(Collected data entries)
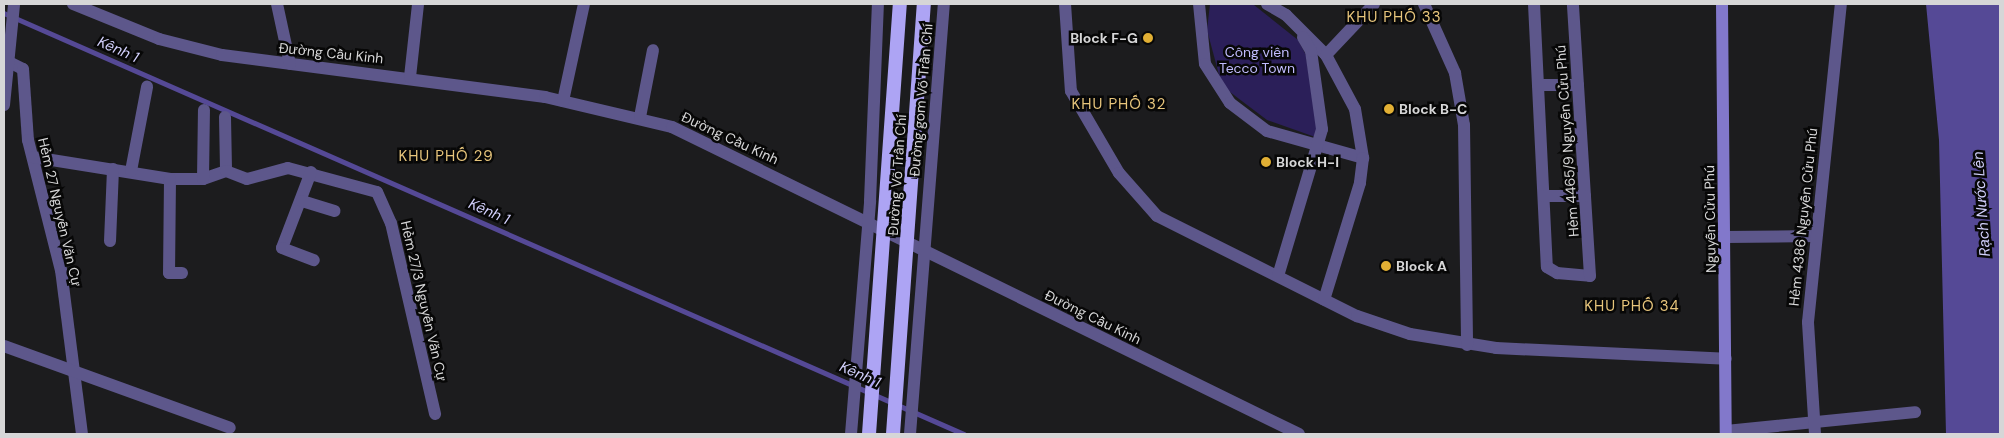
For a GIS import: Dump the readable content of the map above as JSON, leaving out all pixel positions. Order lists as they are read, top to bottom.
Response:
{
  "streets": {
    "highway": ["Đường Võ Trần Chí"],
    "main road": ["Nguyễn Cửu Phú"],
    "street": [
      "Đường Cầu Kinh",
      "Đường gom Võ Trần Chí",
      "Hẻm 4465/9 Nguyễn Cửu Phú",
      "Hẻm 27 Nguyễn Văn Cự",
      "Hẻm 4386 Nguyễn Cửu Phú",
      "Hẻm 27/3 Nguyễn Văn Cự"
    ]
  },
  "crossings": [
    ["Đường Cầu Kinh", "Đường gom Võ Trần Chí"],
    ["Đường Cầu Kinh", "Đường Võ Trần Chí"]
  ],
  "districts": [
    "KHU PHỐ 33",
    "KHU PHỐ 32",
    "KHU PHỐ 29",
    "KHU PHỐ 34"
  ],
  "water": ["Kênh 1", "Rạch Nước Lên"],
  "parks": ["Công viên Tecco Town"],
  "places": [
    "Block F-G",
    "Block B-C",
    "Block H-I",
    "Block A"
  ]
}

_Description of the task_
Please repeat every record above exactly, leaving the pictures out.

_Solution_
For a GIS import: Dump the readable content of the map above as JSON, leaving out all pixel positions. Order lists as they are read, top to bottom.
Response:
{
  "streets": {
    "highway": ["Đường Võ Trần Chí"],
    "main road": ["Nguyễn Cửu Phú"],
    "street": [
      "Đường Cầu Kinh",
      "Đường gom Võ Trần Chí",
      "Hẻm 4465/9 Nguyễn Cửu Phú",
      "Hẻm 27 Nguyễn Văn Cự",
      "Hẻm 4386 Nguyễn Cửu Phú",
      "Hẻm 27/3 Nguyễn Văn Cự"
    ]
  },
  "crossings": [
    ["Đường Cầu Kinh", "Đường gom Võ Trần Chí"],
    ["Đường Cầu Kinh", "Đường Võ Trần Chí"]
  ],
  "districts": [
    "KHU PHỐ 33",
    "KHU PHỐ 32",
    "KHU PHỐ 29",
    "KHU PHỐ 34"
  ],
  "water": ["Kênh 1", "Rạch Nước Lên"],
  "parks": ["Công viên Tecco Town"],
  "places": [
    "Block F-G",
    "Block B-C",
    "Block H-I",
    "Block A"
  ]
}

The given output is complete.